(Work to be completed)
The records below must be transcribed exactly. Do not include the pictures.

(Data)
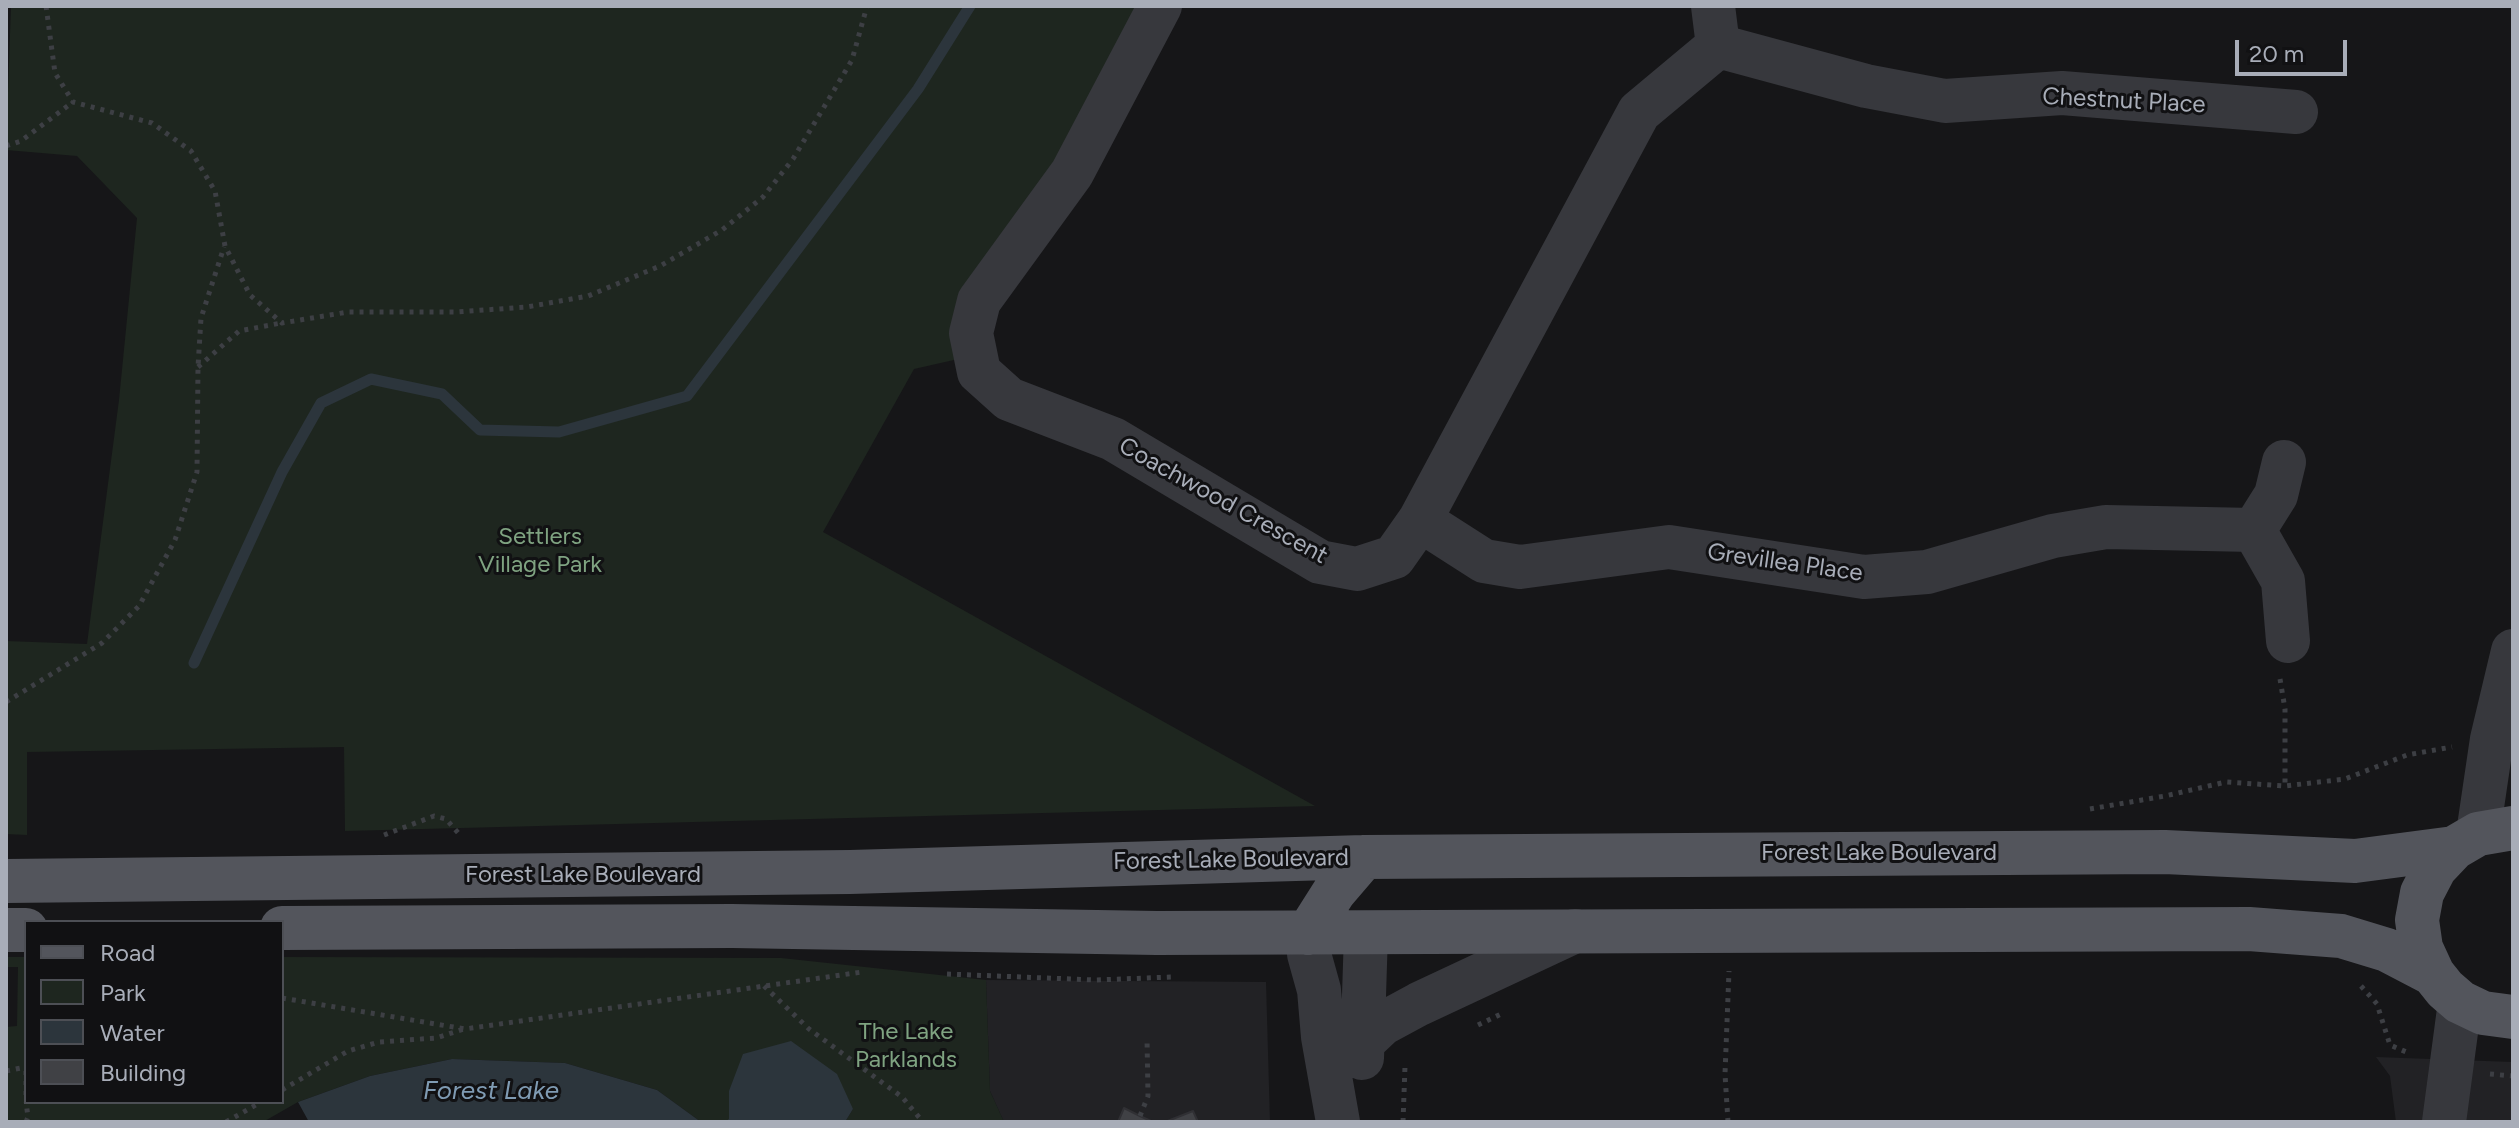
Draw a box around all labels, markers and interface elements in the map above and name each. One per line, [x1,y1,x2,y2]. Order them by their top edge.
scale bar [2239,24,2351,74]
text: 20 m [2249,39,2304,68]
street label: Chestnut Place [2042,82,2206,120]
street label: Coachwood Crescent [1114,432,1332,570]
park label: Settlers Village Park [478,523,602,579]
street label: Grevillea Place [1705,538,1865,588]
street label: Forest Lake Boulevard [1761,839,1997,867]
street label: Forest Lake Boulevard [1113,844,1349,876]
street label: Forest Lake Boulevard [465,861,701,889]
legend [24,920,284,1104]
text: Road [100,938,155,967]
text: Park [100,978,146,1007]
text: Water [100,1018,165,1047]
park label: The Lake Parklands [855,1018,957,1074]
text: Building [100,1058,186,1087]
water label: Forest Lake [423,1075,559,1107]

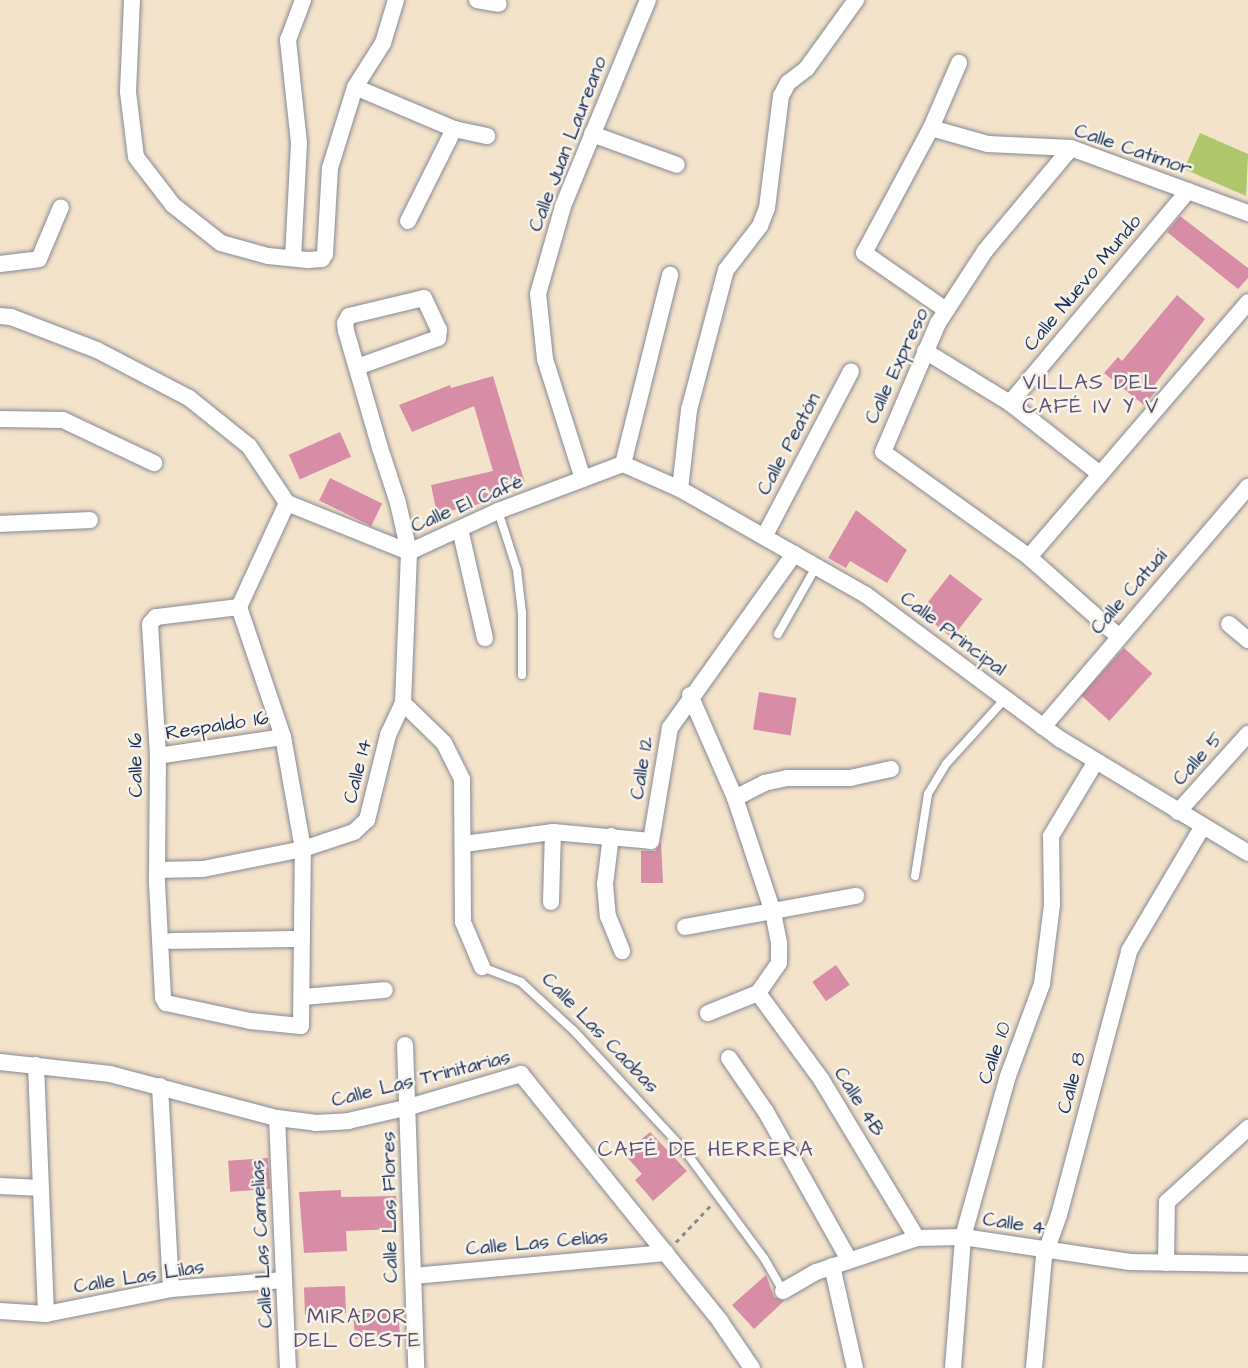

(Finished exercise)
Draw a box around all labels, markers and interface elements in the map above and name each. One per line, [x1,y1,x2,y2]. Order them by their top edge.
scale bar [2239,24,2351,74]
text: 20 m [2249,39,2304,68]
street label: Chestnut Place [2042,82,2206,120]
street label: Coachwood Crescent [1114,432,1332,570]
park label: Settlers Village Park [478,523,602,579]
street label: Grevillea Place [1705,538,1865,588]
street label: Forest Lake Boulevard [1761,839,1997,867]
street label: Forest Lake Boulevard [1113,844,1349,876]
street label: Forest Lake Boulevard [465,861,701,889]
legend [24,920,284,1104]
text: Road [100,938,155,967]
text: Park [100,978,146,1007]
text: Water [100,1018,165,1047]
park label: The Lake Parklands [855,1018,957,1074]
text: Building [100,1058,186,1087]
water label: Forest Lake [423,1075,559,1107]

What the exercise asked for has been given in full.